▶ _EXCERPTED RECORDS_:
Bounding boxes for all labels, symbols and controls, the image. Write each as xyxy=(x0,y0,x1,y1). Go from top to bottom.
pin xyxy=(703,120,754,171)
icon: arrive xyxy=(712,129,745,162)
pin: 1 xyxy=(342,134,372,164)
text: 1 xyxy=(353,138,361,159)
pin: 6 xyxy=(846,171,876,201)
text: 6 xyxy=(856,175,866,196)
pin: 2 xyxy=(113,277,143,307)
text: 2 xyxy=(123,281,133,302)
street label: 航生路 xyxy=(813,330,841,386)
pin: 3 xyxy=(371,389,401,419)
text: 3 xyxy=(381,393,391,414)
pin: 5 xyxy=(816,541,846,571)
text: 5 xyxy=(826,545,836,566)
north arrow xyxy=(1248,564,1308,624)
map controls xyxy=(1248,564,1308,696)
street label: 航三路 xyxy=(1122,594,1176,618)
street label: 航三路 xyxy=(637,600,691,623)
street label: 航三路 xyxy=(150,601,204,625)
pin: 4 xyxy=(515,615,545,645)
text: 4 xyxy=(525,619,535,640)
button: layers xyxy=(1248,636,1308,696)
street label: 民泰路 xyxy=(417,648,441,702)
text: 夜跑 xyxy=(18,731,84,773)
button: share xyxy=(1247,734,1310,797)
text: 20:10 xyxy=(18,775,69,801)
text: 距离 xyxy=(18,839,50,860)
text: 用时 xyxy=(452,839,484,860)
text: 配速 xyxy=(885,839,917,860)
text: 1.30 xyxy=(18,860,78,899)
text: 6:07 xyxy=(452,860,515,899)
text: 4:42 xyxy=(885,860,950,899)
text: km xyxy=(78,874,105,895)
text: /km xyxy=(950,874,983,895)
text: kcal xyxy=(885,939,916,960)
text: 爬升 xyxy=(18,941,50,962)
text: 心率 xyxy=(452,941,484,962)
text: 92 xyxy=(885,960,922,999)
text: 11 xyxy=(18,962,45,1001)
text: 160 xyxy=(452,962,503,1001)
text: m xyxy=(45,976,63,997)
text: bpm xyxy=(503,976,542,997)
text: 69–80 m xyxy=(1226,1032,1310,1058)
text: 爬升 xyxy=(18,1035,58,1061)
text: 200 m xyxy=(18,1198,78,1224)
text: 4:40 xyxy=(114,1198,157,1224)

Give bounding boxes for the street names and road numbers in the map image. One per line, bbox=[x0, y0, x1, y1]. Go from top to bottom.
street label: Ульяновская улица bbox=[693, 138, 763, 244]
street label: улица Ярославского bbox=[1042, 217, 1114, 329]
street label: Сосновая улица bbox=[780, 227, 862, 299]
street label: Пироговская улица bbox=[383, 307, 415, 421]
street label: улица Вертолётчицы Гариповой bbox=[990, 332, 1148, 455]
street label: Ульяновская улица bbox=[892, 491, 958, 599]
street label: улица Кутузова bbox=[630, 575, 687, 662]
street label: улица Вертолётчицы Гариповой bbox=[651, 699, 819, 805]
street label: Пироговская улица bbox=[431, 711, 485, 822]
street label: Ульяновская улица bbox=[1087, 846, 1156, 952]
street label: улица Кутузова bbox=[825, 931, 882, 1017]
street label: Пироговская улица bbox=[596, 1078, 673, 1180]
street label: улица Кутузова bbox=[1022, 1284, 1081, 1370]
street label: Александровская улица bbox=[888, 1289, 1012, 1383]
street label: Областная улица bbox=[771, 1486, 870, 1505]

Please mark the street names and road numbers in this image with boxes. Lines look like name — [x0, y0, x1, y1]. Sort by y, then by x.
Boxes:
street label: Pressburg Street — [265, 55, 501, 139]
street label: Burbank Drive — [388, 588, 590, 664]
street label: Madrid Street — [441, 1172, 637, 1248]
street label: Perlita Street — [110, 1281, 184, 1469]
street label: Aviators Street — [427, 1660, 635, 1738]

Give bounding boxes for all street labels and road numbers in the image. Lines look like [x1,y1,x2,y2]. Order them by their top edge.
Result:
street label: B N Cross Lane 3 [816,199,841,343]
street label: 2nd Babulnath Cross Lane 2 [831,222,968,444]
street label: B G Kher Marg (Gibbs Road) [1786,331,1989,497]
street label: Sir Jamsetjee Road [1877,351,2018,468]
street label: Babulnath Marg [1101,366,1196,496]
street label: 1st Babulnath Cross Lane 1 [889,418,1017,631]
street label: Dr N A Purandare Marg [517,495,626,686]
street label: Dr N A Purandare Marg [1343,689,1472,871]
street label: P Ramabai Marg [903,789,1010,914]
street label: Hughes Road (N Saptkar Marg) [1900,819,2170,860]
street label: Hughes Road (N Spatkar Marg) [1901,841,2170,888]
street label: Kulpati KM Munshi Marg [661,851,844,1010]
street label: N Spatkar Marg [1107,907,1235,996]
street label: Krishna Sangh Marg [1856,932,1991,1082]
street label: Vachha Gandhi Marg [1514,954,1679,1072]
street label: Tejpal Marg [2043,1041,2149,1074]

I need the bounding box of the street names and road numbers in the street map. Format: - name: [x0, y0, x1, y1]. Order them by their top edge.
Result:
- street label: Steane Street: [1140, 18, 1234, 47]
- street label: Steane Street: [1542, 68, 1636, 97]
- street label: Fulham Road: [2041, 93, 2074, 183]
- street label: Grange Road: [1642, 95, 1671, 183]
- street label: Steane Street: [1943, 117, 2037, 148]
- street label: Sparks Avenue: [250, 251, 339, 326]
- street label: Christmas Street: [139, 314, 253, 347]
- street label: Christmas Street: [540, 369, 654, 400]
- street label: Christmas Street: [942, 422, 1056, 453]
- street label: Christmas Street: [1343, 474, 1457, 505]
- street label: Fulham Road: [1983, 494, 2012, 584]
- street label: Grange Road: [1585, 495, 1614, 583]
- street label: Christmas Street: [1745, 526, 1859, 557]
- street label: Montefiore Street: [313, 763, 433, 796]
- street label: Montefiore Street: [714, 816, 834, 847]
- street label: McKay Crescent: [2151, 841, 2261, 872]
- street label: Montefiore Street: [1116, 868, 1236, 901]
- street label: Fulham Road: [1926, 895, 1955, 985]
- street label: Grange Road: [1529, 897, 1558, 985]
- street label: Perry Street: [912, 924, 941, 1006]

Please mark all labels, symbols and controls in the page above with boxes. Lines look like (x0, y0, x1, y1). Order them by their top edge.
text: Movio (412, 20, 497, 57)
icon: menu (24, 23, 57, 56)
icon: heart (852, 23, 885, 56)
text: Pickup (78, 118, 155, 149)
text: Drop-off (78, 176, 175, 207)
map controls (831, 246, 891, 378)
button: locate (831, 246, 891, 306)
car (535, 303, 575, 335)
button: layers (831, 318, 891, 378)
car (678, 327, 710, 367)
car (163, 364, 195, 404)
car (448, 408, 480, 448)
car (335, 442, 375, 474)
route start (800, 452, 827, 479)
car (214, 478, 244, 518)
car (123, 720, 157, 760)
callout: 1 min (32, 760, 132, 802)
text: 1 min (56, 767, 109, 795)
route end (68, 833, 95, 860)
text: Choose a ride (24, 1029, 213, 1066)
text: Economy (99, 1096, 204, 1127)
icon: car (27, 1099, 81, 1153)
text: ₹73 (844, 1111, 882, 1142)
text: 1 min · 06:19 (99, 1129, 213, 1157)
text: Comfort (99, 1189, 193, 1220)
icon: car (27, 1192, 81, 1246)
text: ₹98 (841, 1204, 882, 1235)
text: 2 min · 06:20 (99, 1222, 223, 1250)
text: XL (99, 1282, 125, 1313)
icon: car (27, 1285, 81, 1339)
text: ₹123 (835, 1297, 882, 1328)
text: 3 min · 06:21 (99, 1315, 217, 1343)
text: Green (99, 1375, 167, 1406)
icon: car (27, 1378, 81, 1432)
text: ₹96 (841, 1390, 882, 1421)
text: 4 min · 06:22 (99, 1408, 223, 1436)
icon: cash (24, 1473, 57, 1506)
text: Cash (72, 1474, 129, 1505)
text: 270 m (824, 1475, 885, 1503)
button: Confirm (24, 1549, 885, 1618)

▶ _EXERCISE PROMPT_: If a line in the material above contains "Please", show that line.

▶ _EXPECTED ANSWER_:
Please mark the street names and road numbers in this image with boxes. Lines look like name — [x0, y0, x1, y1]. Sort by y, then by x.
Please mark all labels, symbols and controls in the page above with boxes. Lines look like (x0, y0, x1, y1). Order them by their top edge.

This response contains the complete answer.